Tropas tailandesas lutam para conter manifestantes em Bangcoc

Impasse entre manifestantes e forças do governo já dura mais de um mês

Reuters

29 de abril de 2010 | 12h25

BANGCOC - Autoridades tailandesas disseram nessa quinta-feira, 29, que iriam intensificar os esforços para conter as manifestações oposicionistas em Bangcoc, um dia depois que um soldado foi morto num confronto com manifestantes que pedem eleições adiantadas.

 

Os camisas vermelhas, partidários dos ex-premiê deposto Thaksin Shinawatra permaneceram em sua base de apoio na capital depois que confrontos com a polícia tailandesa na quarta-feira em uma movimenta avenida no norte da capital Bancoc deixaram 19 feridos.

 

"Estamos preparados para eles. Vamos ver quando de nós eles têm que matar para se satisfazerem", disse um vendedor de frutas que estava entre as milhares de pessoas que ocupam o distrito comercial a um mês. "Não vamos a lugar nenhum até que o governo nos dê ouvido."

 

Sete semanas de protestos violentos e a derrocada de sua economia estão pressionando o primeiro-ministro Abhisit Vejjajiva a acabar com a crise que já matou 27 pessoas e paralisou Bangcoc.

 

O porta-voz do exército, Sansern Kaewkamnerd, disse à Reuters que tropas em pontos estratégicos nas estradas que levam a área iriam impedir que as pessoas trouxessem suas armas e poderiam desencorajar até mesmo sua entrada nas áreas de protesto.

 

Mas o líder dos camisas vermelhas, Weng Tojirakarn, disse que esperava mais manifestantes se juntassem ao movimento predominantemente rural e de populações pobre em áreas urbanas.

"Acreditamos que a vitória está próxima", disse para milhares de manifestantes que se encontravam no acampamento base.

 

Cerca de 100 manifestantes entraram nesta quinta-feira no hospital de Chulalongkorn, ao lado do acampamento.
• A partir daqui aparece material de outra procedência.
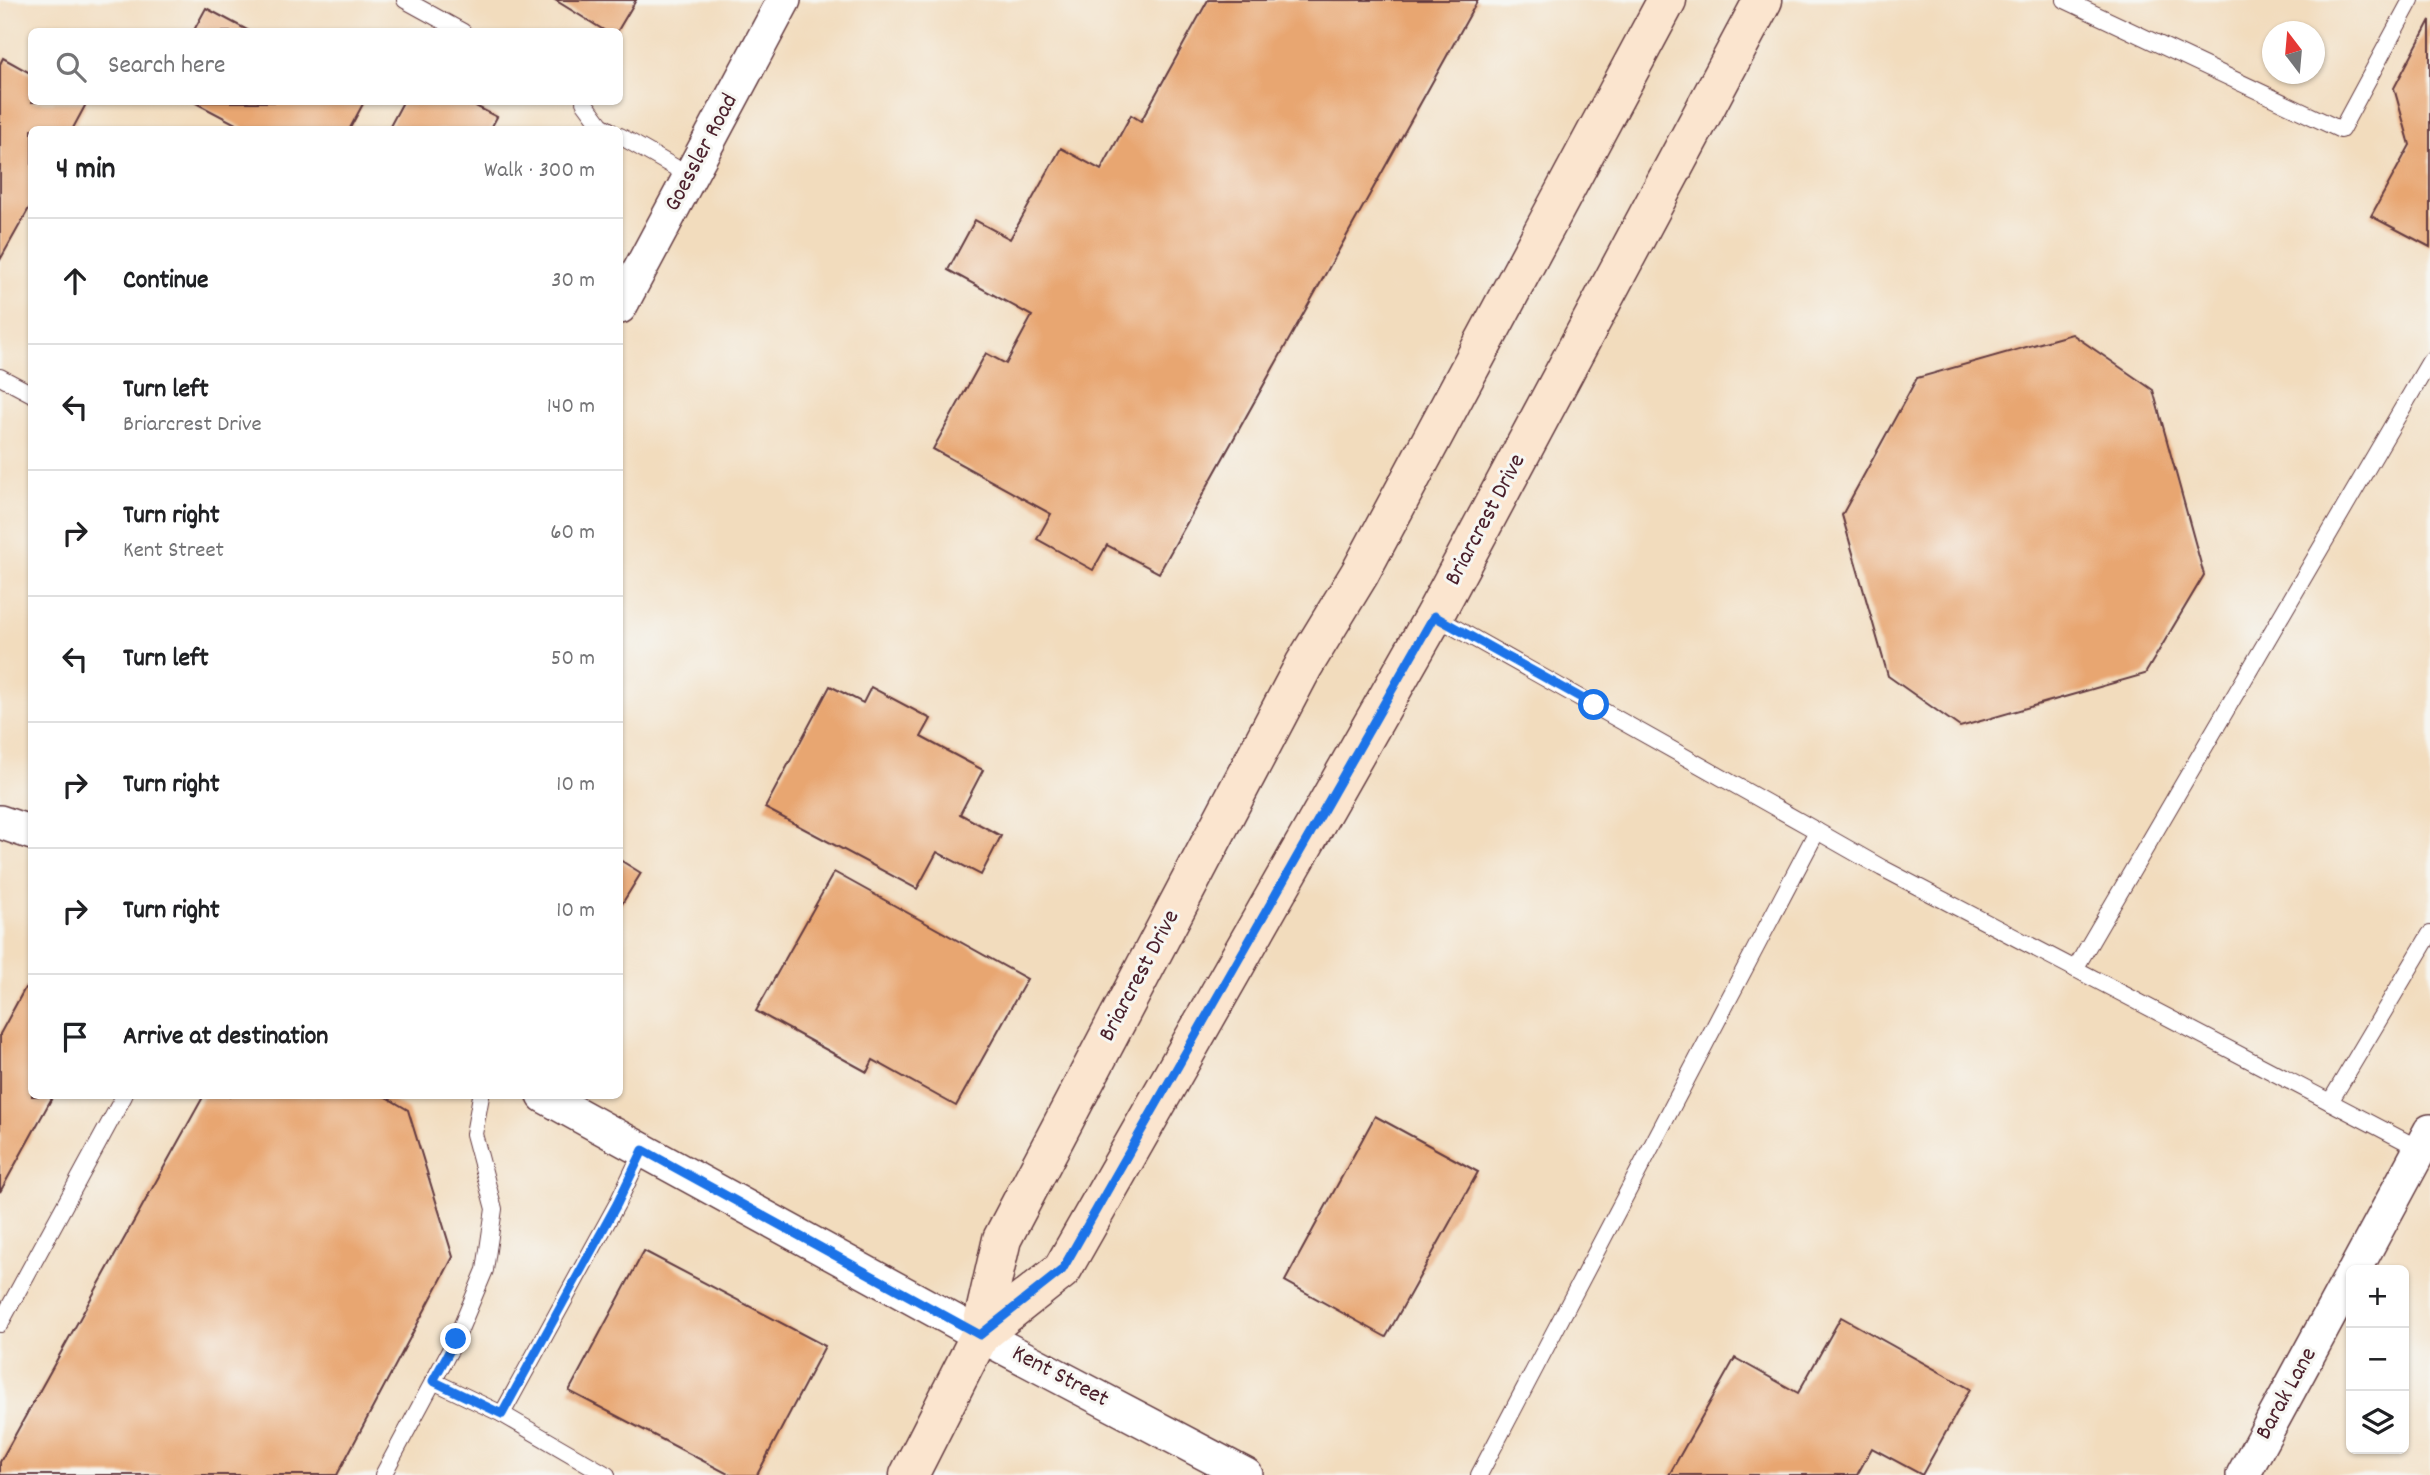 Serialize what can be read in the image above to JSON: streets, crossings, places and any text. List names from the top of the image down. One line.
{"streets":{"main road":["Briarcrest Drive"],"street":["Goessler Road","Kent Street","Barak Lane"]},"crossings":[["Briarcrest Drive","Kent Street"]],"north":"top","page":{"search":"Search here","heading":["4 min","Walk · 300 m"],"list":[["Continue","30 m"],["Turn left","Briarcrest Drive","140 m"],["Turn right","Kent Street","60 m"],["Turn left","50 m"],["Turn right","10 m"],["Turn right","10 m"],"Arrive at destination"],"map_buttons":["+","−"]}}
Um testemunha disse que eles vagavam pela entrada procurando por tropas que eles suspeitavam estar estacionadas lá.

 

Sem nenhum dos lados mostrar qualquer sinal de compromisso, analistas esperam que o impasse continue.

 

"O exército parece estar pressionando um pouco de cada vez, e no final, ainda pode haver espaço para um compromisso político. Mas teremos que ver quem cede primeiro", disse Somjai Phagaphasvivat, um professor da Universidade de Thammasat.

 

O vice-premiê Suthep Thaugsuban falou aos repórteres que seria difícil tirar os camisas vermelhas a força porque muitas mulheres e crianças estão entre eles.